▸ **Exercise instructions**: In the data below, find every line with the string "tools" and pull it out.

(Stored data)
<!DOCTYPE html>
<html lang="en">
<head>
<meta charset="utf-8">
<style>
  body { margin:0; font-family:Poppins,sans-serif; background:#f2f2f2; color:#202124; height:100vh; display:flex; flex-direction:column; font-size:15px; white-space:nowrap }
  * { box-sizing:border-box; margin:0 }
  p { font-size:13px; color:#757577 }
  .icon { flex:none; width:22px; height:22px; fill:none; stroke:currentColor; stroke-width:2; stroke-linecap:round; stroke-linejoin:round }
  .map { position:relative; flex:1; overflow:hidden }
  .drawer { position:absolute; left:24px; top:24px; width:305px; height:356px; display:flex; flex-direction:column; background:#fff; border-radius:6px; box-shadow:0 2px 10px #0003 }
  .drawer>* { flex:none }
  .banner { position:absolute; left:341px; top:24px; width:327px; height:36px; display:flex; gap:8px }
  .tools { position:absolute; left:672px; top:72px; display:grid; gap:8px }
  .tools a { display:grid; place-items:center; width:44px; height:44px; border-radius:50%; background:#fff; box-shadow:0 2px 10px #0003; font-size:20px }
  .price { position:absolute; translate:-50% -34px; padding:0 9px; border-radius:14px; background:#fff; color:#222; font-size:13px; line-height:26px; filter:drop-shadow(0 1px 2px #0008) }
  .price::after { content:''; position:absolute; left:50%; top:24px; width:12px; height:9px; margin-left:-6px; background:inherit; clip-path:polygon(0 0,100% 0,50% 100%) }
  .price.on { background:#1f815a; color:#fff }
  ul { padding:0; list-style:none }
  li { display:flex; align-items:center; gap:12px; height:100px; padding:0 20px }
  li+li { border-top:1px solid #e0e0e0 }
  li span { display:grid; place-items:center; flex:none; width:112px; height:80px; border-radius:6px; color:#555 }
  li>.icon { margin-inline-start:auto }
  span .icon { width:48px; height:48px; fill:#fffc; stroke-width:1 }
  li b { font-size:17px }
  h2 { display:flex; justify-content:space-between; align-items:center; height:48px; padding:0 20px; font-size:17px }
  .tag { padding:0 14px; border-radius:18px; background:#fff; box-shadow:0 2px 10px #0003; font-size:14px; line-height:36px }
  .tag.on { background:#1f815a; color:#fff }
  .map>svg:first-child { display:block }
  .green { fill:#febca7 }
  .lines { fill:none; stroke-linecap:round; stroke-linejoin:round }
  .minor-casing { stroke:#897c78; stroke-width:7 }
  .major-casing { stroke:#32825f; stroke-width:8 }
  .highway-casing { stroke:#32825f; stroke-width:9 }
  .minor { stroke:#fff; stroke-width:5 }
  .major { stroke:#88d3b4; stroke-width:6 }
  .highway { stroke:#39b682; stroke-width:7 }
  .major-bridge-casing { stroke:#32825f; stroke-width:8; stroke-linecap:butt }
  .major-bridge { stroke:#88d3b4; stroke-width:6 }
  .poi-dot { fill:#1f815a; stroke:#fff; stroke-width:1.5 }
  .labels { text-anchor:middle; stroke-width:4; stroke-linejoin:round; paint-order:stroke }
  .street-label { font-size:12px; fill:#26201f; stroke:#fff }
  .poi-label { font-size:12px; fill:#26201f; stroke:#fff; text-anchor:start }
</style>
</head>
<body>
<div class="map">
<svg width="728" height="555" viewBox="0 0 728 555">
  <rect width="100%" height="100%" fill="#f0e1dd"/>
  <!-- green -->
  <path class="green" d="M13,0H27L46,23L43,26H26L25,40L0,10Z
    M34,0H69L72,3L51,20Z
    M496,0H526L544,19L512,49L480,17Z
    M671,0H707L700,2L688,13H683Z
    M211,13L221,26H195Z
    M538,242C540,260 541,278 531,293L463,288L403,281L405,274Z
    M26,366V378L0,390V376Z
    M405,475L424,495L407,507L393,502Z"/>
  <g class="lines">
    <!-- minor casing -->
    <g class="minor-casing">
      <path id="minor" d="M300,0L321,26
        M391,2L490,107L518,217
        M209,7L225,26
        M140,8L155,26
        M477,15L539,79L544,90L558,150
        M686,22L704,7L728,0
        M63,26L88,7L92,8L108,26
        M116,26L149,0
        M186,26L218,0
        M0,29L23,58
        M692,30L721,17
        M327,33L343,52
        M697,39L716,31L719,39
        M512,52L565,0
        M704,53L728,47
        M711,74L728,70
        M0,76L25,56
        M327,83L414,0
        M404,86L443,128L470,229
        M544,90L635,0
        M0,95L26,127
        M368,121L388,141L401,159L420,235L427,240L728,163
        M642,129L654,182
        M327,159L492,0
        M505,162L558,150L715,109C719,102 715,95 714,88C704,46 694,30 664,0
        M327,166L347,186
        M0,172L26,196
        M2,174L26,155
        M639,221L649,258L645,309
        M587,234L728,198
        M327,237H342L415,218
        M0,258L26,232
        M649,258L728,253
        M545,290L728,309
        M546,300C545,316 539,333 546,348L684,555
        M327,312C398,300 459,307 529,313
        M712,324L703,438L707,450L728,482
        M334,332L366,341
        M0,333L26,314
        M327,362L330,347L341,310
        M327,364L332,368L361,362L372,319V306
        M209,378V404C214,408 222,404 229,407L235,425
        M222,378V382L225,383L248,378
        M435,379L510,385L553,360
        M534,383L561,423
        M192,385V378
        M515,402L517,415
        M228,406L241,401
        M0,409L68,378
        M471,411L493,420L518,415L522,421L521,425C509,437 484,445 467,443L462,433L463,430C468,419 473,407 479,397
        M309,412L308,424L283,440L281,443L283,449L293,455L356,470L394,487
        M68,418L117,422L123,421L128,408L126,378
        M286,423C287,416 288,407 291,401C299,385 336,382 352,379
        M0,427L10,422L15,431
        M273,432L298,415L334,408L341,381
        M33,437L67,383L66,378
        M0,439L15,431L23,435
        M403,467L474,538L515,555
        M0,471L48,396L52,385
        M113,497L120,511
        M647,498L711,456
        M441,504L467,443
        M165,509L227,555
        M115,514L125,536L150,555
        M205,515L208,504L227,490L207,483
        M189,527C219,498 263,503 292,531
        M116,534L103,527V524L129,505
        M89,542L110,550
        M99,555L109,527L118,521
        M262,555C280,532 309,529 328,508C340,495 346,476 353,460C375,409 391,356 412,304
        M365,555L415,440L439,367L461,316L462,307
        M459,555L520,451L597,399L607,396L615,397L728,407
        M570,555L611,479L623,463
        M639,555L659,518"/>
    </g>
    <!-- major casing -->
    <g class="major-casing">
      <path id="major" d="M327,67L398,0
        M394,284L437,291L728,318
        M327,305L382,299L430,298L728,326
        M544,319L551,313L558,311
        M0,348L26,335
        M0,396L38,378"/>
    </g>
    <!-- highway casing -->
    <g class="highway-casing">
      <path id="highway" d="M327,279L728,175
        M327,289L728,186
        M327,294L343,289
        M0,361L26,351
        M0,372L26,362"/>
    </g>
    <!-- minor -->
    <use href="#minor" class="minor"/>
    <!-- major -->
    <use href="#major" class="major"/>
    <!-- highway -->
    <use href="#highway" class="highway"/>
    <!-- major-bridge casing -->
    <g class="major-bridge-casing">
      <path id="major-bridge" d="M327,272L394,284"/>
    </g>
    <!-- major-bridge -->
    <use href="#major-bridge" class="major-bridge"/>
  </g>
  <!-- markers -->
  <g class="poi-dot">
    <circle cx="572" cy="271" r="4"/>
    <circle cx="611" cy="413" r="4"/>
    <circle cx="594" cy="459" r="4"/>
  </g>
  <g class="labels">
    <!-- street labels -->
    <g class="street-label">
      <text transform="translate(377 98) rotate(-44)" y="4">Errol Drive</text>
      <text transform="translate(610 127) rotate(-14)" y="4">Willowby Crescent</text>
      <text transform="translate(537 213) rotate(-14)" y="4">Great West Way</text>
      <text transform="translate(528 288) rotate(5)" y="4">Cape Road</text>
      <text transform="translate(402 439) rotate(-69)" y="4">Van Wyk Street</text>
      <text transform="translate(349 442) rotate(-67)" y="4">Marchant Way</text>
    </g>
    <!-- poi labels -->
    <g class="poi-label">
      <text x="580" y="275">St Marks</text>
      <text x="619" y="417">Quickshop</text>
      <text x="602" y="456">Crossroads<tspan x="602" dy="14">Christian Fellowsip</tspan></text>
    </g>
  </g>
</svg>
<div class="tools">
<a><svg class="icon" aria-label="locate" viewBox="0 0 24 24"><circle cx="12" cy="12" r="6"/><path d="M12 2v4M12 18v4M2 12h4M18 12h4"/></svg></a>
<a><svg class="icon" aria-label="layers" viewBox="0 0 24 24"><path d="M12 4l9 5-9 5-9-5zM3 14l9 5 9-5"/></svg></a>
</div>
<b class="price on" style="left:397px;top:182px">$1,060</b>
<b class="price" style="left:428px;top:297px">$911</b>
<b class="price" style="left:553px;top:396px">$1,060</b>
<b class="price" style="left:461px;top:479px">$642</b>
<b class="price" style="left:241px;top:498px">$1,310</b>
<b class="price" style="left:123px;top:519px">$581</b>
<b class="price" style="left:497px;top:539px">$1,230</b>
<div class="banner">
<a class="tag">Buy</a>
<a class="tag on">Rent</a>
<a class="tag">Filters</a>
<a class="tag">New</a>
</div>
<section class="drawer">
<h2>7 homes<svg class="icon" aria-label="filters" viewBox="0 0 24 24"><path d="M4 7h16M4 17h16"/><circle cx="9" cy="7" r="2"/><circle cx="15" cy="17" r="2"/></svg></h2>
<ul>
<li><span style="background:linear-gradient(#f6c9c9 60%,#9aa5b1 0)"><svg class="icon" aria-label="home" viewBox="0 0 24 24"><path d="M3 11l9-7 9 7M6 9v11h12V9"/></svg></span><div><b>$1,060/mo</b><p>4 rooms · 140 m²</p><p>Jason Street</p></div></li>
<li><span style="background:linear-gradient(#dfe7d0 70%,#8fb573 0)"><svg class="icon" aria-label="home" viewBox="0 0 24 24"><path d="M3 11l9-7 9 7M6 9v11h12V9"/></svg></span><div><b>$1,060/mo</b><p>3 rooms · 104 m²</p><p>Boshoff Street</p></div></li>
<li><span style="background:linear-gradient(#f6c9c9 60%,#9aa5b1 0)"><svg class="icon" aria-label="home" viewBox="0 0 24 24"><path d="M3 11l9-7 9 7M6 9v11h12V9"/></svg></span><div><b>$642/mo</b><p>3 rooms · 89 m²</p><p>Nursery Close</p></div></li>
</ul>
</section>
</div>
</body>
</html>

▸ **Answer section**:
  .tools { position:absolute; left:672px; top:72px; display:grid; gap:8px }
  .tools a { display:grid; place-items:center; width:44px; height:44px; border-radius:50%; background:#fff; box-shadow:0 2px 10px #0003; font-size:20px }
<div class="tools">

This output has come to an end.